Treasury: Online gaming legislation could cost schools $28M

Beth LeBlanc
The Detroit News
What the gambling industry calls “igaming” is legal in a handful of states, such as Nevada and New Jersey, and other states including Michigan are considering doing the same.

Lansing — The proposed legalization of online gaming in Michigan would cost Michigan's public schools $28 million annually in revenue, a state Treasury Department official testified Thursday.

The Treasury estimated that online gaming options would draw some customers away from brick-and- mortar casinos, which are taxed at a higher rate than the 8% rate proposed for online gaming. Michigan has 26 casinos, with most owned by Native American tribes but the three in Detroit run by private firms. 

“Even if you have that small level of substitution” from brick and mortar to iGaming “it’s a relatively large revenue impact,” Chief Deputy Treasurer Jeff Guilfoyle told the House Ways and Means Committee Thursday.

Committee Chairman Brandt Iden started the committee warning members they would hear “a lot of flash, a lot of bang” and “a little bit of fear mongering” regarding revenue projections. But the Kalamazoo area Republican later said that he’s open to working through some of the fears raised by treasury.

“I think there’s a lot of speculation that they have,” said Iden of Oshtemo Township. “Because the market’s so new, I think they’re basing their assumptions on things that may not necessarily be valid in the long run.”

The package of eight bills discussed Thursday would allow and regulate online casino games, online fantasy sports contests, third-party facilitators for horse race betting and change the state’ charitable gaming rules.

The package was vetoed by Republican former Gov. Rick Snyder last year because of “unknown budget concerns,” including the potential impact on Michigan Lottery revenue that supports K-12 schools.

The latest version also includes a repeal of a 21-year-old rule banning casino licensees and their employees from making political contributions. The prohibition was approved in connection with voter approval of the three Detroit casinos in the late 1990s.

Treasury officials noted it was difficult to know how the legislative package would affect Michigan's revenues because no other states have the same slate of legalized betting activities. The closest would be New Jersey, but even the Garden State lacks options such as the iLottery and tribal casinos.

The tax rates between the gaming options vary significantly. Lottery sales are taxed at 27%, all of which go toward the School Aid Fund; tribal casinos have a 14% tax rate, none of which goes toward the School Aid Fund; and Detroit casinos are taxed at a 19% rate, some of which goes to Detroit and roughly 8% of which goes toward the School Aid Fund.

iGaming options through tribal and Detroit casinos would be taxed at 8% and 9%,  respectively. A small fraction of iGaming and sports betting tax revenue at Detroit's casinos would toward public schools, but none of the revenue from iGaming and sports betting at tribal casinos.
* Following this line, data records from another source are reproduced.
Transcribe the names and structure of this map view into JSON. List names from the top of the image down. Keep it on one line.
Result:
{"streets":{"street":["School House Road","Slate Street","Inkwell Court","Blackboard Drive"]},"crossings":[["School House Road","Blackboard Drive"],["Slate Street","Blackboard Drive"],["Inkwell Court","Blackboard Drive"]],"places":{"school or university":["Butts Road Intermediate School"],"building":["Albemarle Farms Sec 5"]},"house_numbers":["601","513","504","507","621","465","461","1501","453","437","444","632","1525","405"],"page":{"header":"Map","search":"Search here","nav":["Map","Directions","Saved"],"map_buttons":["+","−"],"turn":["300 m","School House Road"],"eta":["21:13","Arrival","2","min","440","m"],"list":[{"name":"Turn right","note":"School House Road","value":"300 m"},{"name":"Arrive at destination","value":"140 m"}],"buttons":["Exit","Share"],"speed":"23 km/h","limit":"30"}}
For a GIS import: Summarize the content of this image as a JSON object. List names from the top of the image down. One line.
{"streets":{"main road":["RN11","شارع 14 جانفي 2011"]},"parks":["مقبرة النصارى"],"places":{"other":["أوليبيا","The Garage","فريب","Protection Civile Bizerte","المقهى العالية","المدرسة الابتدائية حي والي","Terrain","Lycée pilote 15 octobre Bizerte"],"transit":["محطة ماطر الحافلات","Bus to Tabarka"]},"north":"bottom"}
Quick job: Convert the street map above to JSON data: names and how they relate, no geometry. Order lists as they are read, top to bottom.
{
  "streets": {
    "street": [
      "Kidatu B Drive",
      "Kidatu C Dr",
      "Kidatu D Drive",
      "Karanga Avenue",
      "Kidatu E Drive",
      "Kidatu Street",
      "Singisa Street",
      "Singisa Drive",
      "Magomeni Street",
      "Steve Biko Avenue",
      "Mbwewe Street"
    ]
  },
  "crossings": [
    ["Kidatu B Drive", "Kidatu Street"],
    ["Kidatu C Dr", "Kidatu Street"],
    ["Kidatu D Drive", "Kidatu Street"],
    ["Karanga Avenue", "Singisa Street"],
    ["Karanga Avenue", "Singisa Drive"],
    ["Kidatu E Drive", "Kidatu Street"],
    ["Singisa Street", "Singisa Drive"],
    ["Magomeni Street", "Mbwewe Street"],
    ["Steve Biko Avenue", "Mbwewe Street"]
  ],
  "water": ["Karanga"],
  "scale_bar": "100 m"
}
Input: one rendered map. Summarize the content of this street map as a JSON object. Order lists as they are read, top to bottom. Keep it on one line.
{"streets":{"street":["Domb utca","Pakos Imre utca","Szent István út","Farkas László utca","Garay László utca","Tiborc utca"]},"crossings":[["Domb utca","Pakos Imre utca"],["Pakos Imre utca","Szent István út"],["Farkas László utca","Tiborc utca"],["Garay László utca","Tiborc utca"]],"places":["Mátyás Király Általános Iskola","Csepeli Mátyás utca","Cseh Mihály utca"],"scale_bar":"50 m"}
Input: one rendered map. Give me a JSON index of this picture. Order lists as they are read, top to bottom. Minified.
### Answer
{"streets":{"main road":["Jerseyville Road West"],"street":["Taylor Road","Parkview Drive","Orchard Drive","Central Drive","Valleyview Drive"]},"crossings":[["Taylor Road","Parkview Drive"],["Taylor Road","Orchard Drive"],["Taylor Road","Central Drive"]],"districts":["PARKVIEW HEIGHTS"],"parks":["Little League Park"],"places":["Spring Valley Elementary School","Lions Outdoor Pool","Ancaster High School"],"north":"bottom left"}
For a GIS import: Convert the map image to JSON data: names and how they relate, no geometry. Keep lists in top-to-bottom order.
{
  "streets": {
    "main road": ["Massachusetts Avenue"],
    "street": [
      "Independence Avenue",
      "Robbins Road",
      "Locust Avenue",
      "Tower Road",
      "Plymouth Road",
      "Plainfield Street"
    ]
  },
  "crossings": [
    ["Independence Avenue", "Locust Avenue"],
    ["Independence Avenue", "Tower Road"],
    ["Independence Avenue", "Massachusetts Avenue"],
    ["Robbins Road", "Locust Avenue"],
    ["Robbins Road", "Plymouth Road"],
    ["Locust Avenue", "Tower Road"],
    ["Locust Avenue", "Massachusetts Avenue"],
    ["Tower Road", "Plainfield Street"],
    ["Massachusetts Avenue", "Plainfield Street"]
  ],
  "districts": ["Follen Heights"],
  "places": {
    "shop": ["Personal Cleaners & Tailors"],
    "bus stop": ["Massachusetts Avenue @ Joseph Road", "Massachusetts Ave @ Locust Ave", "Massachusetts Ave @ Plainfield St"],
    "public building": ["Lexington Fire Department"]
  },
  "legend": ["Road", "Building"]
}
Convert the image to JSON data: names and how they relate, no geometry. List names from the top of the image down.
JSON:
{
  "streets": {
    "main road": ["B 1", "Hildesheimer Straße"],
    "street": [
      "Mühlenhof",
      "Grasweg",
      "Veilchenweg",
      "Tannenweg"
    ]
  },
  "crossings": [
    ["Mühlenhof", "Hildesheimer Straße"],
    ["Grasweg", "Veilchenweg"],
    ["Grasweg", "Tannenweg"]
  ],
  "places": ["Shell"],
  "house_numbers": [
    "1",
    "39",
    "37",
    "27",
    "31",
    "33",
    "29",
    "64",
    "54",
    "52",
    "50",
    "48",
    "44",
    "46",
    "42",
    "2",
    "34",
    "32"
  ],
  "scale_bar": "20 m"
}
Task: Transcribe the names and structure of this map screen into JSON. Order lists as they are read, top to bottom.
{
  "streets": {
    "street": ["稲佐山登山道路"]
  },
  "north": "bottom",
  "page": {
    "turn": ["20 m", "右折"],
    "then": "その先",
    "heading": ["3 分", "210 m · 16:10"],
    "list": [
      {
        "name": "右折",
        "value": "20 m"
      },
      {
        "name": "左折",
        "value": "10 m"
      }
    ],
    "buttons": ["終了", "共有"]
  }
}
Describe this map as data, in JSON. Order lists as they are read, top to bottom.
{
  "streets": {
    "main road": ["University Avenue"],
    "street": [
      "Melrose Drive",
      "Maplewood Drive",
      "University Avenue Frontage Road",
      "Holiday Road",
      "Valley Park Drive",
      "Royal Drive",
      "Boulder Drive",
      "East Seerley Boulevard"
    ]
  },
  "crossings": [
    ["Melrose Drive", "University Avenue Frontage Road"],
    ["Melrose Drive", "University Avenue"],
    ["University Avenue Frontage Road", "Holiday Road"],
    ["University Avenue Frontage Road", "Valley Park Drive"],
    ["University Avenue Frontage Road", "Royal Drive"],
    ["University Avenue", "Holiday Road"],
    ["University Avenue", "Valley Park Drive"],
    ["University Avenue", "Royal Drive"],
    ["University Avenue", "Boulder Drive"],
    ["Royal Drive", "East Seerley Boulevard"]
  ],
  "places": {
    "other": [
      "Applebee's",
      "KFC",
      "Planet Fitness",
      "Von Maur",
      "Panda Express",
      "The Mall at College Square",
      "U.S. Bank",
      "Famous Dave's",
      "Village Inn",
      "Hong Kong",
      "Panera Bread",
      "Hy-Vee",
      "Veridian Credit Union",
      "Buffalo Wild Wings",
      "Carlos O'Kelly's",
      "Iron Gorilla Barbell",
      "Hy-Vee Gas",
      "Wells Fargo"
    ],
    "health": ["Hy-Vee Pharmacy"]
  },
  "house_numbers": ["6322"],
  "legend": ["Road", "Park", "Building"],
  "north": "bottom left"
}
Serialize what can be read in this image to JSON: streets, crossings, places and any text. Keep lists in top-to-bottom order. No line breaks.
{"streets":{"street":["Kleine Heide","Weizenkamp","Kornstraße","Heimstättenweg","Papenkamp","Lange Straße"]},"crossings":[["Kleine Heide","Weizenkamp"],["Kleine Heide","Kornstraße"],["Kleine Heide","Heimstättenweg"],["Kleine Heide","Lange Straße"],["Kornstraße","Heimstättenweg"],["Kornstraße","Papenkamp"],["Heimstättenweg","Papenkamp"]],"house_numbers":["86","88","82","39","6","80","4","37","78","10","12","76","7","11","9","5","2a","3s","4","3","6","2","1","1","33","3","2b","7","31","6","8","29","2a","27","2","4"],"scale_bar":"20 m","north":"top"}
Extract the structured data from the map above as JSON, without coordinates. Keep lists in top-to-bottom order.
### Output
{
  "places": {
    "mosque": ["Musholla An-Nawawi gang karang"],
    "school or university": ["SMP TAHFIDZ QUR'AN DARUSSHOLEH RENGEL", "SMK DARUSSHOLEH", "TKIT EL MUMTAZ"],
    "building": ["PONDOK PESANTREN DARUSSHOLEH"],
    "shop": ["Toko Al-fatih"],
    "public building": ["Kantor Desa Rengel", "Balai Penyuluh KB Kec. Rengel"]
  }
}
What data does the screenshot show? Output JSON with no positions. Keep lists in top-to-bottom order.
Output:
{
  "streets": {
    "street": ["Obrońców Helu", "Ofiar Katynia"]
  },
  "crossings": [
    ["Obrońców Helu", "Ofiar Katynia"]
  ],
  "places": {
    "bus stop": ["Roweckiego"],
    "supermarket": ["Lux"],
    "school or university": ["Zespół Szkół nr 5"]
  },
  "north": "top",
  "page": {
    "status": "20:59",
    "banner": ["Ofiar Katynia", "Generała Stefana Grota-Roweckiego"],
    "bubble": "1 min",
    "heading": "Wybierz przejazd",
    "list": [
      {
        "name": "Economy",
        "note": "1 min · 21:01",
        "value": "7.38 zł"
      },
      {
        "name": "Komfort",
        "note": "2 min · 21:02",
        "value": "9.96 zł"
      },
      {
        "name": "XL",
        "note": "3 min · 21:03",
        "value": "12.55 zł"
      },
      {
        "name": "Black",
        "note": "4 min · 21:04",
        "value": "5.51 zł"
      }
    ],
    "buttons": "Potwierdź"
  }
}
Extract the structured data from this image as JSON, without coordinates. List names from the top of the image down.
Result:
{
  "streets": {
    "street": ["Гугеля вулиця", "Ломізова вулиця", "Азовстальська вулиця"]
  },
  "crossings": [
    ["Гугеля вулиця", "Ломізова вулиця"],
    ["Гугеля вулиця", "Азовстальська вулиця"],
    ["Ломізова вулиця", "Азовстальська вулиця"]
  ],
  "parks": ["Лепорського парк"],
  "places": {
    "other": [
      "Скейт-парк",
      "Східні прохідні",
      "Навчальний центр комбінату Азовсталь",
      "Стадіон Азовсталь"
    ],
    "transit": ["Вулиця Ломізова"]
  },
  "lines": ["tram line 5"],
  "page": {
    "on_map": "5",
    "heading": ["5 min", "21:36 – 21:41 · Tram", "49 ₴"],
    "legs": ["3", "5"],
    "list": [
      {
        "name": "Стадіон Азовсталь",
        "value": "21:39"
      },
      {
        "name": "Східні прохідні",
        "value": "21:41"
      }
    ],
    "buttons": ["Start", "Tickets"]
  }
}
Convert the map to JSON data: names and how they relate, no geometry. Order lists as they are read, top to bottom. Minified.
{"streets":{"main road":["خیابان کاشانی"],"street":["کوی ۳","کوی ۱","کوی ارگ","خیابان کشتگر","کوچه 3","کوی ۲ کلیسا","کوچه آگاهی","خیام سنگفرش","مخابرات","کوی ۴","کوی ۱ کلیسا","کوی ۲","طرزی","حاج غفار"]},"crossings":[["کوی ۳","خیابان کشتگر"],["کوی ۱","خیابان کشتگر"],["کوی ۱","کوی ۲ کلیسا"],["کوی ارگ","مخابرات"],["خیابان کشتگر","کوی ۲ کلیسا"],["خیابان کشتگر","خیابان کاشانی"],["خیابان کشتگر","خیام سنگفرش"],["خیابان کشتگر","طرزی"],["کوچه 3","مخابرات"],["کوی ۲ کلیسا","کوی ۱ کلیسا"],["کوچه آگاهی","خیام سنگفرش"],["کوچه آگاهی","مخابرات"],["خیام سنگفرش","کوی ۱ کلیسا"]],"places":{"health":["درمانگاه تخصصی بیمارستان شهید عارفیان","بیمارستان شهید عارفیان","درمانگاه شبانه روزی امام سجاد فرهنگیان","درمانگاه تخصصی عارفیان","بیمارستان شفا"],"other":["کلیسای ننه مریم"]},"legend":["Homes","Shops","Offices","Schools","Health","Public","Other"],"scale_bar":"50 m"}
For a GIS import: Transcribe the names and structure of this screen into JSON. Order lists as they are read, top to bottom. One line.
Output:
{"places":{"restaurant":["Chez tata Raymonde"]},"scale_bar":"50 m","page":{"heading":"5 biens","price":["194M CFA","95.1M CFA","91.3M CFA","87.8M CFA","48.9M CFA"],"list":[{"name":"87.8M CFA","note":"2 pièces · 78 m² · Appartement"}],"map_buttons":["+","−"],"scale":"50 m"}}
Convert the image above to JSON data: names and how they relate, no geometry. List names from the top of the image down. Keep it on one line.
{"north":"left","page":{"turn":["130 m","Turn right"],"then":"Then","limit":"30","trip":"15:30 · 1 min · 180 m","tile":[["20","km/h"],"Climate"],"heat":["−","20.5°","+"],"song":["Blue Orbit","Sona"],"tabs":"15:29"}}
While the School Aid Fund revenue may dip, the Treasury Department estimated that all other tax revenue dedicated to other state funds and the city of Detroit would increase.

The estimated $28 million cost is simply  prediction, some lawmakers have said.

“There’s not a lot of hard data yet,” said Democratic Rep. Rebekah Warren of Ann Arbor.

GOP lawmakers have argued it’s difficult to know how much additional tax revenue would be generated or how the different gaming options would affect each other. They've also argued that the customers who would use iGaming differ from those who visit the existing casinos on which the School Aid Fund relies.

While the short-term effect may amount to a $28 million loss for schools, the long-term damage to the overall betting system shouldn’t be overlooked, Guilfoyle said.

“For some of our games in the lottery, they’re very much at risk if we legalize iGaming,” he said.

Representatives from the Detroit casinos argued otherwise. The cost of creating and maintaining an internet gaming system through casinos is steep because it requires a third party provider, making brick-and-mortar businesses more attractive, said Mike Neubecker, president of Detroit’s MGM Grand.

“The internet is more expensive to do business,” Neubecker said. “It’s a tool to drive a little more revenue. But the ultimate goal would be to get them into the brick-and-mortar casino.”

The state said it's expected that most of the money generated by iGaming, an estimated $225 million, would be new. But the Treasury Department also expects some would come from existing gamblers already courted through the state’s iLottery system.

The Treasury Department's opposition to the legislation came at the last minutes, as the House Regulatory Reform Committee was poised to vote on it in mid-March, said Rep. Jason Webber, R-Rochester Hills. Still the legislation passed through the committee with largely bipartisan support.

The legislation allows the state to better regulate iGaming, which in many cases is happening illegally anyways, and lets the state's gaming facilities update and compete in a changing market, Iden said.

“With 23 tribal casinos in the state of Michigan and three commercial casinos, and one of the most robust lotteries in the country, there’s no doubt that gaming is a big business here in Michigan,” Iden said.